State of Washington
Ethics Advisory CommitteeOpinion 95-01
Must a judicial officer be recused from hearing cases of which the judicial officer has no ex parte knowledge, when one party is represented by an attorney from a federally funded legal services program when:
1) the judicial officer worked in the same office and supervised some of the legal services attorneys more than 12 months ago and prior to becoming a judicial officer;
2) the judicial officer contracted to represent certain clients referred by the legal services program prior to becoming a judicial officer and less than 12 months ago; and
3) the judicial officer's spouse continues to work for the legal services program but in another office and the spouse has no involvement with the cases brought before the judicial officer.
If recusal is not necessary, must the judicial officer still disclose the previous and spousal relationships with the legal services program to the parties' attorneys prior to hearing cases?
Canon 3(C) provides that judicial officers should disqualify themselves in proceedings in which their impartiality might reasonably be questioned.
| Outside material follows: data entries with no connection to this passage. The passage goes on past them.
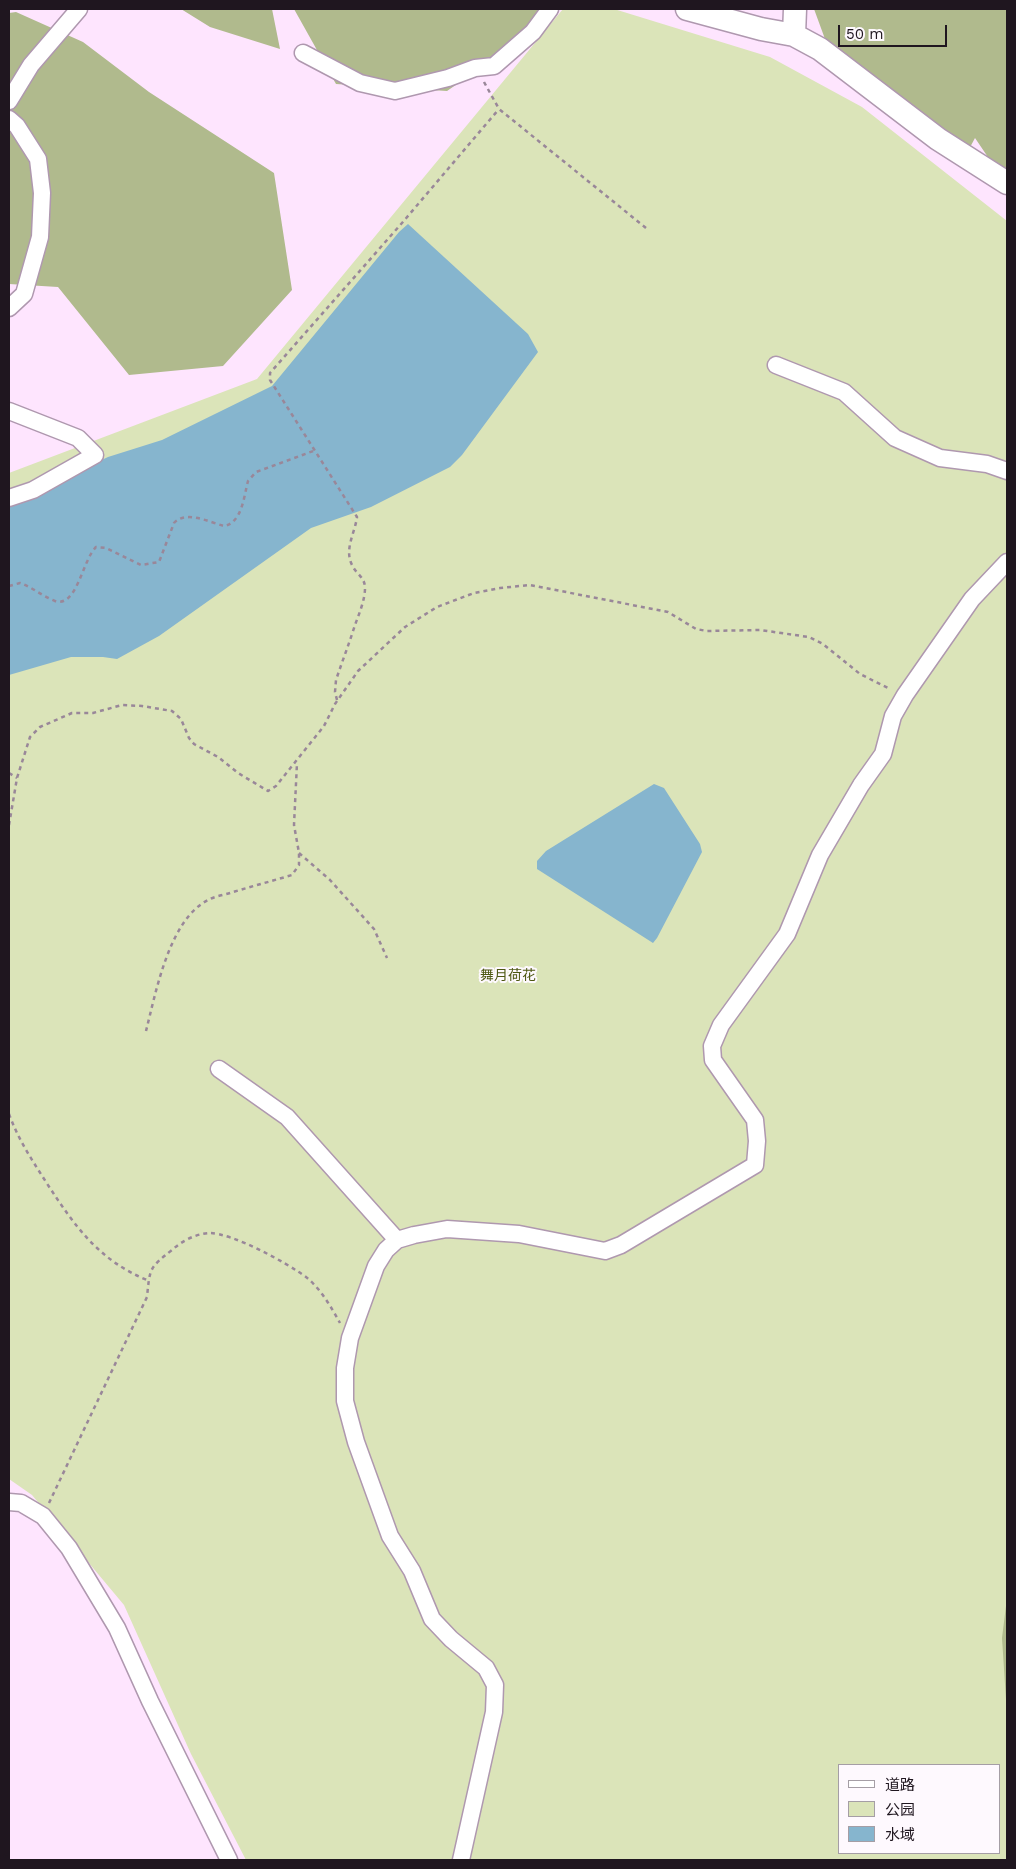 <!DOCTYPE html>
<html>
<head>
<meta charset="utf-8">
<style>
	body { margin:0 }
	#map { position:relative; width:1016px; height:1869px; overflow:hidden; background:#fee5fe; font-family:"Work Sans","Noto Sans SC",sans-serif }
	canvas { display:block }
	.frame { position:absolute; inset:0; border:10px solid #1f161f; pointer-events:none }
	.legend { position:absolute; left:838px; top:1764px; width:162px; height:90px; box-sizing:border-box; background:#fef9fe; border:1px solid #a59ea5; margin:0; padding:6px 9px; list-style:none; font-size:15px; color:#1f161f }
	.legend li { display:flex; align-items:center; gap:10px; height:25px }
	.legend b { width:25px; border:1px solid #a59ea5 }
	.scale { position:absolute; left:838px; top:25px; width:109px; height:22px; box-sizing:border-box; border:2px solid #1f161f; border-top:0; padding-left:6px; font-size:15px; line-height:18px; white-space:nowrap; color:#1f161f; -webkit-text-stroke:4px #fef9fe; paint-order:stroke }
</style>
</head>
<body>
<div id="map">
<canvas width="1016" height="1869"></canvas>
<div class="frame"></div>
<ul class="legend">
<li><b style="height:6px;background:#fff"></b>道路</li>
<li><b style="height:14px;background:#dbe4b9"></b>公园</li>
<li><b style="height:14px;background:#86b5ce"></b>水域</li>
</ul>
<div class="scale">50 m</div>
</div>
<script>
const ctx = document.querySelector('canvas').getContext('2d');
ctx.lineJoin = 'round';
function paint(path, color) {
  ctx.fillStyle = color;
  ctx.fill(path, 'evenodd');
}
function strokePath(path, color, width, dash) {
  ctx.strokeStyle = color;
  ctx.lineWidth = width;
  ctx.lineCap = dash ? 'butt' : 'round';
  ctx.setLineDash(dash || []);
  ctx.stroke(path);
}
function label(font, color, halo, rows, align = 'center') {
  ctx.font = font + ' "Work Sans","Noto Sans SC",sans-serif';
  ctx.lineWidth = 4;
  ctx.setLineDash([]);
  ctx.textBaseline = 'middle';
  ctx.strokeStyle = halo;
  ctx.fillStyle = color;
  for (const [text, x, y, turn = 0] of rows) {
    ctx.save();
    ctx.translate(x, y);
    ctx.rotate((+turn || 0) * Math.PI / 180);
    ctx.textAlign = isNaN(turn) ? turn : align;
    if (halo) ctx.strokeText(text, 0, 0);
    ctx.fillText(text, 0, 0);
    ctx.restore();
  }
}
const green = new Path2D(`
	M563 9H614L770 57 862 107 1007 221V1860H246L191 1754 124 1605 32 1495 9 1479V473L257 379ZM840 1765H1000V1853H840Z`);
const forest = new Path2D(`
	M181 9H272L280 49 210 27Z
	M294 9H541L520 41 447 91 336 84Z
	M814 9H1007V174L994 166 975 138 968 151 825 39Z
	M16 12 83 42 149 92 274 173 292 290 223 366 129 375 58 287 9 284V13Z
	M1007 1598V1715L1002 1638Z`);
const water = new Path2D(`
	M408 224 528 334 538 352 462 455 450 467 371 507 311 528 159 636 117 659 103 657H71L9 675V504L108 457 162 440 272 386 399 232Z
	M654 784 664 788 700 844 702 852 657 938 653 943 537 869V861L546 851Z`);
const path = new Path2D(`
	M484 82 499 109 646 228
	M9 586 20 583C32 587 42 596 55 601 77 608 82 561 96 547L106 548 141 565 159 562 174 523C186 510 209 522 224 526 242 523 244 496 248 481L256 472 316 450
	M337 700 335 692 336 680C342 662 349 644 355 625 359 614 365 600 365 588 365 577 356 574 352 565 344 549 355 533 357 517L270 380V373L402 223 499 109
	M9 773 17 778
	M9 825 17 778 30 737 40 727 72 713H93L122 705 142 706 172 711 181 719 189 738 194 744 218 757 238 773 268 791 276 786 324 726 335 704 358 671 405 627 437 607 474 593 500 588 530 585 668 612 696 629 707 631 760 630 809 637 823 644 860 674 890 689
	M299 853 330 880 374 929 387 958
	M146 1031C156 992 169 920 208 900 215 896 225 895 233 892 253 886 272 881 292 875L299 865V853L294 825 297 763
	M9 1114C18 1139 32 1160 46 1182 74 1225 98 1260 147 1280
	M49 1503 147 1297C150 1268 149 1268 172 1250 182 1241 195 1234 209 1233 233 1233 287 1263 306 1277 321 1289 331 1307 340 1323`);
const street = new Path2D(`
	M303 53 360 83 395 91 448 78 475 68 494 66 533 32 550 9
	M9 101 31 65 79 9
	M9 119 17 126 38 159 42 193 40 237 24 294 9 308
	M776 365 844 392 895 438 940 458 987 464 1007 471
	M9 411 78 438 95 455 33 490 9 498
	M219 1069 287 1117 397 1240
	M9 1502 21 1503 43 1516 69 1548 117 1628 150 1701 229 1860
	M461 1860 494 1712 495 1685 486 1668 451 1639 432 1619 412 1571 390 1536 356 1442 345 1401V1368L350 1338 376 1266 386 1250 397 1240 414 1235 447 1229 519 1234 605 1251 621 1245 755 1165 757 1141 755 1120 713 1060 712 1046 721 1025 787 934 820 855 861 785 883 754 893 716 905 695 972 599 1007 562`);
const secondary = new Path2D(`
	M687 9 761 29 794 35 820 49 938 139 1007 183
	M794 35 795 9`);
const parkNames = [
	["舞月荷花",508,976]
];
paint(green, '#dbe4b9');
paint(forest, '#b0ba8d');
paint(water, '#86b5ce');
strokePath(street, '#af98af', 19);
strokePath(secondary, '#af98af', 25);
strokePath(path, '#998799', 2.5, [4, 4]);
strokePath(street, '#fff', 16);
strokePath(secondary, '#fff', 22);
label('14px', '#4d5711', '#fef9fe', parkNames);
</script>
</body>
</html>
If the judicial officer was in the office making policy and supervisory decisions concerning the specific case the judicial officer should recuse him or her self.
If the judicial officer has no knowledge of the case, the fact of the judicial officer's prior employment need not be disclosed.
In those cases when there may be an appearance of fairness issue raised because the judicial officer was working in the legal service office at the time the case was pending, but the judicial officer has no knowledge of the case, disclosure is the remedy.
There is no need to disclose the spouse's employment relationship unless independent circumstances justify the disclosure and/or recusal.
See Opinions 90-14, 91-1, 91-5, 91-6, 91-7, 89-2 and 91-18.